Assignment — In the data that follows, count the lines where "linecap" appears, and write only the number.

** Opening Task data block **

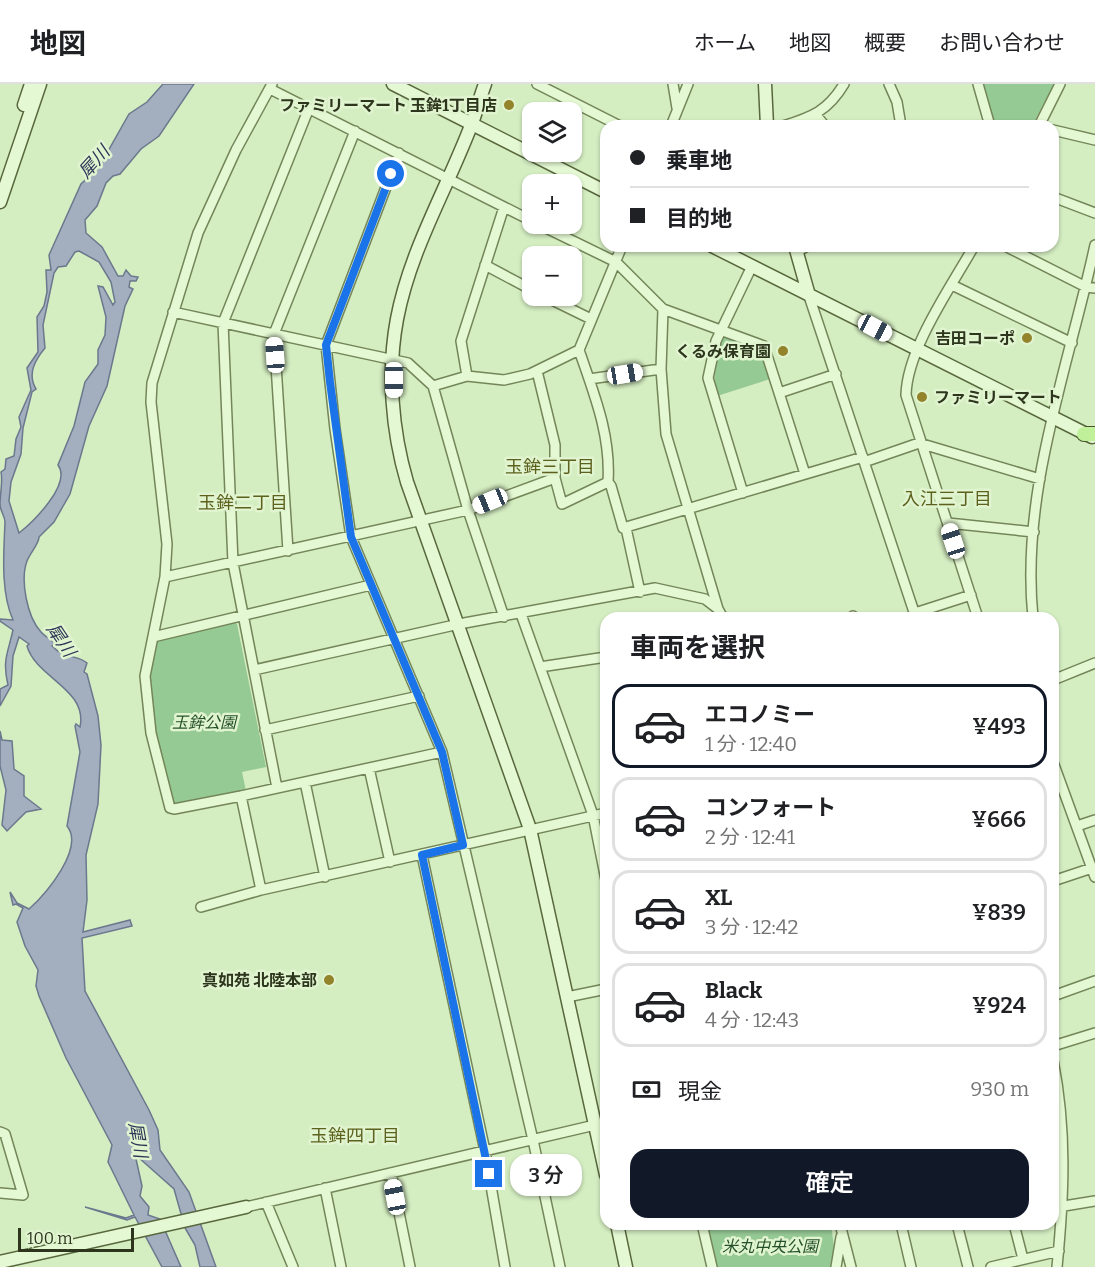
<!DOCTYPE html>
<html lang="ja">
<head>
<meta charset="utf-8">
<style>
  body { margin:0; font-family:Bitter,"Noto Sans JP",serif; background:#f6f6f6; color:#202124; height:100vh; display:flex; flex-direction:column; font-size:22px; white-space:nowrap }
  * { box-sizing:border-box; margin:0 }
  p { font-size:20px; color:#757577 }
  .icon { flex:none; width:33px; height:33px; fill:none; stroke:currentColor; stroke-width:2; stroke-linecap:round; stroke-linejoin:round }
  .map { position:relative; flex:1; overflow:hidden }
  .sheet { position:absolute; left:600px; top:528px; width:459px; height:618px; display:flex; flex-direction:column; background:#fff; border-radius:18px; box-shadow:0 2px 4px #0004 }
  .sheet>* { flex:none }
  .hud { position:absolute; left:600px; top:36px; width:459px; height:132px; border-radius:18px; box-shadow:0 2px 4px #0004; display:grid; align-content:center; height:132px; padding:0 30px; background:#fff }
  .fabs { position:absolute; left:522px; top:18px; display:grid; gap:12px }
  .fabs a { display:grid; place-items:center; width:60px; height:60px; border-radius:12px; background:#fff; box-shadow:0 2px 4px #0004; font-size:30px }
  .scale { position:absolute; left:18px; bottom:15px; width:116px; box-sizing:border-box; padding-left:6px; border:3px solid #2d351d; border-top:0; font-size:16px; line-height:21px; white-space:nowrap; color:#2d351d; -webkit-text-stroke:4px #e0f4d0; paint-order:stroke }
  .end { position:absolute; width:27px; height:27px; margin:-14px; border:8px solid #1a73e8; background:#fff; box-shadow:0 0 0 3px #fff }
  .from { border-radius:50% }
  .bubble { position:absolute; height:42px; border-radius:18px; background:#fff; box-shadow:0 2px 4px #0004; font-size:20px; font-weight:600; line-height:42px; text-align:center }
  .car { position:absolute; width:18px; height:36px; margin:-18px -9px; border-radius:8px; box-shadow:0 0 4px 2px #0007; background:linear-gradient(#fff 24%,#345 0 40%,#fff 0 76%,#345 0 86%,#fff 0) }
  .hud b { display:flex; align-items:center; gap:21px; height:57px; font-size:22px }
  .hud b+b { border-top:2px solid #e0e0e0 }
  .hud i { width:15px; height:15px; background:#202124 }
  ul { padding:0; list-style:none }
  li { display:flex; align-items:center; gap:18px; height:84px; margin:0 12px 9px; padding:0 18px; border:3px solid #e0e0e0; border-radius:18px }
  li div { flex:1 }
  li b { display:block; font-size:22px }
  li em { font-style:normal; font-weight:600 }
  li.active { border-color:#111827 }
  li>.icon { width:54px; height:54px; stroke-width:1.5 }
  h2 { padding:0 30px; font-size:27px; line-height:72px }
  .pay { display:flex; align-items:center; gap:15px; height:66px; padding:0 30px; font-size:22px }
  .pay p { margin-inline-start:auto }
  .primary-button { display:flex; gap:12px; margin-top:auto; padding:12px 30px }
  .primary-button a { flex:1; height:69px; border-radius:18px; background:#111827; color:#fff; font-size:24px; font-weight:600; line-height:69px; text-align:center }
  header { display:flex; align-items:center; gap:36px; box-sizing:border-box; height:84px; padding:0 30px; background:#fff; border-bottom:2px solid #e0e0e0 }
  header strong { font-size:28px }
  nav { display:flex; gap:33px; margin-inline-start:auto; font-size:21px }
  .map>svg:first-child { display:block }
  .green { fill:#96ca95 }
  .water { fill:#a3afbf; stroke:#6b788d; stroke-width:1.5; fill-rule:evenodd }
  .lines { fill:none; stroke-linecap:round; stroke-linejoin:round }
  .street-casing { stroke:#748659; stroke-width:12 }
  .secondary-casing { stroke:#58673c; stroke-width:15 }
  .primary-casing { stroke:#47532d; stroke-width:16 }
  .street { stroke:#e4f8d3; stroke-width:9 }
  .secondary { stroke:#e4f8d3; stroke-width:12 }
  .primary { stroke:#c0f099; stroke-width:14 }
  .route { stroke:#1a73e8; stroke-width:8 }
  .poi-dot { fill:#93832a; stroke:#e0f4d0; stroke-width:2 }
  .labels { text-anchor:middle; stroke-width:5; stroke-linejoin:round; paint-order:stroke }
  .poi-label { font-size:16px; font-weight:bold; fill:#2d351d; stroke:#e0f4d0; text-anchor:end }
  .park-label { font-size:16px; font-style:italic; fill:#245129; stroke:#e0f4d0 }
  .water-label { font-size:18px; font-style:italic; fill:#2c3555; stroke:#e0f4d0 }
  .neighbourhood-label { font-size:18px; fill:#5d611d; stroke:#e0f4d0 }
</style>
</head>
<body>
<header>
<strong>地図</strong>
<nav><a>ホーム</a><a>地図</a><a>概要</a><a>お問い合わせ</a></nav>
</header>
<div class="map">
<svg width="1095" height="1183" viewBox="0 0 1095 1183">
  <rect width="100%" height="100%" fill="#d4edc1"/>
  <path class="green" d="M982 0H1054L1032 42H994Z
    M726 252 759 264 770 295 717 312C711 290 716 274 723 253Z
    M233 537 237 540 266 683 242 688 246 707 176 722 171 719 153 648 148 594 155 555Z
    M707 1140H831L834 1163 830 1183H716Z"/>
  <path class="water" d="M163 0H194L159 52 141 65 120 90 113 92 106 99 97 122 85 136 86 149 102 163 118 192H123L126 186 131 192 138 193 136 197H130L129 203 133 205 125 222 107 302 89 342 70 410 54 438 39 453C39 460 30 469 27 477 20 496 27 533 41 548 45 553 51 555 55 560L52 562C65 576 77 570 87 579L84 588 87 590 98 632 101 661 98 720 86 771 87 816 83 848 130 836 132 842 82 854 85 907 149 1026 158 1046 160 1066 189 1108 216 1183H200L195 1161 185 1144 174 1105 138 1073 136 1075 142 1102 140 1112 149 1123 148 1131 160 1135 181 1183H162L135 1133 127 1136 85 1123 126 1134 134 1131 108 1078 112 1061 66 974 39 912 36 902 38 886 25 862 17 838 23 824 16 820 13 821 10 808 17 819 29 825C46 810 85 764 67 742L80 668 75 642 76 640 80 643C88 605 36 594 27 562L29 560 19 553 13 572 11 602 0 622V605L8 601C2 576 8 569 13 546L0 537V535L13 536C0 507 4 466 5 438 5 432 0 427 0 420 0 411 3 396 1 388L5 385 6 375 14 372 16 355 21 343 19 333 31 306 27 284 38 268 37 233 44 222 47 208 46 186H51L49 171 81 100 99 83 129 30 147 18ZM79 167 99 178 111 198 115 218 113 221 103 203 98 202 106 233 105 251 98 266V280L85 298 74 342 58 381C72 400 33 438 19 449L9 417 11 398 21 370 23 344 32 308 36 305C27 290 35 276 45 264L43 241 54 189 58 183 66 182 75 168Z
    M0 647 2 656 12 657 14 685 24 692V712L41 725 26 728 7 747 2 741 6 706 0 682Z"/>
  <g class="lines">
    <defs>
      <path id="street" d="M272 0 236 66 198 149 152 299 151 318 167 460 165 493 145 592 151 649 170 724 174 725 241 712 261 806 606 729
        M537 0 620 42
        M673 0 677 24
        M889 0 897 18 901 42
        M978 0 990 42
        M270 5 532 137
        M815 30 825 42
        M671 42 688 0
        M783 42C812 33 828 27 844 0
        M1039 42 1060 0
        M1053 46 1095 56
        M399 69 326 261 335 345 351 453 442 668 533 1056 560 1183
        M1053 113 1095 129
        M538 140 616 178 663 225 764 262 805 390
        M622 162 579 266C594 310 611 351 608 398L611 402 623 444 863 373
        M974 162C951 203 907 265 906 311L978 534
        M1005 162 1086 203 1095 204
        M797 168 807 162
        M485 181 532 206
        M952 201 1072 259
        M808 209 916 534
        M544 212 591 235
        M663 225 661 285 666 350 718 525
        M173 228 408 279 433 302 468 426 504 533
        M537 287 555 361V394L562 420 608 398
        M467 292 461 257 504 123
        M589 295 661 285
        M433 302 467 292 504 296 530 290 579 266
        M779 309 836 290
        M864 378 919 359 1040 395
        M743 409 708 294 716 257 752 182
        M948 439 1034 448
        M626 444 640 508
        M288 467 274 250 355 47
        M165 493 468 426 555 394
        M915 529 971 511
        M521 530 593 731 606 796
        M853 532V534
        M1033 534C1020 408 1069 282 1095 161
        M153 553 371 501
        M540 583 606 573
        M254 586 459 540 655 504 705 515 718 525 723 534
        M1053 596 1095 579
        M265 646 419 612
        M1053 678 1095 793
        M369 684 390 778
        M305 698 325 793
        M277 704 233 479 223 239 309 24
        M241 712 442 668
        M1077 742 1095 736
        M422 771 485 1067 505 1183
        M1053 797 1092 784
        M201 823 261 806
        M1053 912 1095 897
        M567 913 606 905
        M1053 962 1095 949
        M1053 976C1067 1046 1064 1112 1057 1183
        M0 1048 5 1050 23 1111 0 1109
        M391 1089 410 1183
        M325 1104 341 1183
        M266 1118 293 1183
        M1064 1122 1095 1117
        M246 1123 595 1041
        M702 1140 712 1183
        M840 1140 851 1183
        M901 1140 911 1183
        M957 1140 968 1183
        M1014 1140 1023 1175
        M836 1183 841 1153
        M991 1183 1059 1167"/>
      <path id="secondary" d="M393 0 606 108
        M485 0C480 13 477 26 472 39 447 105 410 166 397 235 387 288 392 347 407 398L530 745 606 1091
        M765 0 767 42
        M24 21 31 0
        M0 118 40 0
        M712 162 1092 353
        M795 162 808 208
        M617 1140 626 1183
        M0 1178 246 1123"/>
      <path id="primary" d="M1084 350H1095"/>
    </defs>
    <use href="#street" class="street-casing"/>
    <use href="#secondary" class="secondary-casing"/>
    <use href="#primary" class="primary-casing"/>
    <use href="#street" class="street"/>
    <use href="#secondary" class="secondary"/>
    <use href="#primary" class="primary"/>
  </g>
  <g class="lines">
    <path class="route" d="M391 90 326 261 330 298 351 453 442 668 463 761 422 771 489 1090"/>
  </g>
  <g class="poi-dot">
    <circle cx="509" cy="21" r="6"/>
    <circle cx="1027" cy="254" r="6"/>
    <circle cx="783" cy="267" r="6"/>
    <circle cx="922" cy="313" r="6"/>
    <circle cx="329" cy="896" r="6"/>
  </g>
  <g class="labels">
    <g class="poi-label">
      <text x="497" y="27">ファミリーマート 玉鉾1丁目店</text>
      <text x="1015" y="260">吉田コーポ</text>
      <text x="771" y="273">くるみ保育園</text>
      <text x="934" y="319" text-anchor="start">ファミリーマート</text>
      <text x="317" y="902">真如苑 北陸本部</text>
    </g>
    <g class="park-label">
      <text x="204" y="644">玉鉾公園</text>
      <text x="770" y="1168">米丸中央公園</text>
    </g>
    <g class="water-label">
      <text transform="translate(94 78) rotate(-48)" y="6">犀川</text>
      <text transform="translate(61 556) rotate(56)" y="6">犀川</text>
      <text transform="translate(138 1056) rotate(80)" y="6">犀川</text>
    </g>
    <g class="neighbourhood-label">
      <text x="550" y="389">玉鉾三丁目</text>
      <text x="947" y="421">入江三丁目</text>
      <text x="243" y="425">玉鉾二丁目</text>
      <text x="355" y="1058">玉鉾四丁目</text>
    </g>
  </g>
</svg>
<div class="fabs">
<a><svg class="icon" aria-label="layers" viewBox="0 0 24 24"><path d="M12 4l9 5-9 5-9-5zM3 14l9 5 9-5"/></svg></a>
<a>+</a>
<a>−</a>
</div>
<div class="scale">100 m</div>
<i class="end from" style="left:391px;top:90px"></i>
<i class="end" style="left:489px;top:1090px"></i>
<div class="bubble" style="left:510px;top:1070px;width:72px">3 分</div>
<i class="car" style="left:875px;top:244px;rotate:118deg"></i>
<i class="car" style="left:275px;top:271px;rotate:356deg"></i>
<i class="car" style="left:625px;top:290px;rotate:81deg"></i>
<i class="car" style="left:394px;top:296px;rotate:180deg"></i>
<i class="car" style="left:490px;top:417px;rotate:248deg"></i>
<i class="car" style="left:953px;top:457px;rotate:342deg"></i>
<i class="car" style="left:395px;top:1113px;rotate:349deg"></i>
<div class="hud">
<b><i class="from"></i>乗車地</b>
<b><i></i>目的地</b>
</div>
<section class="sheet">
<h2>車両を選択</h2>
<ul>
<li class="active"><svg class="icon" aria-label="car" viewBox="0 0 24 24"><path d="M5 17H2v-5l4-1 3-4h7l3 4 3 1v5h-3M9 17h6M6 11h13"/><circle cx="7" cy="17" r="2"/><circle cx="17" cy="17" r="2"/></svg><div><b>エコノミー</b><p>1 分 · 12:40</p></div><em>¥493</em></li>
<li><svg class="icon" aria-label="car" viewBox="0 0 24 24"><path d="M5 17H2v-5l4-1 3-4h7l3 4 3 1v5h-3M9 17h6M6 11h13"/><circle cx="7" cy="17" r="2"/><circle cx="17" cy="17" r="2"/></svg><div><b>コンフォート</b><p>2 分 · 12:41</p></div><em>¥666</em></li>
<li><svg class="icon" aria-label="car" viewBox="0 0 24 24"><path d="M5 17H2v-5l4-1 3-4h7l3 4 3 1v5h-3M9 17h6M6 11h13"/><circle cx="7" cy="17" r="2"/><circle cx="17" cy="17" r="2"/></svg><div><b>XL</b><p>3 分 · 12:42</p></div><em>¥839</em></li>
<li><svg class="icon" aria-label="car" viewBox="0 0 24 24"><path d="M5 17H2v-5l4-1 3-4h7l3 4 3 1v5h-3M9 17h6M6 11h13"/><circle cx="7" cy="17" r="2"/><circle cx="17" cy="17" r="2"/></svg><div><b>Black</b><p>4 分 · 12:43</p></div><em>¥924</em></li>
</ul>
<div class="pay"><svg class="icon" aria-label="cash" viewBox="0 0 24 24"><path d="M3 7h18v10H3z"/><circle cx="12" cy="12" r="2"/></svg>現金<p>930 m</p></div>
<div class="primary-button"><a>確定</a></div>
</section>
</div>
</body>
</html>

** Closing Task data block **

Answer space — 2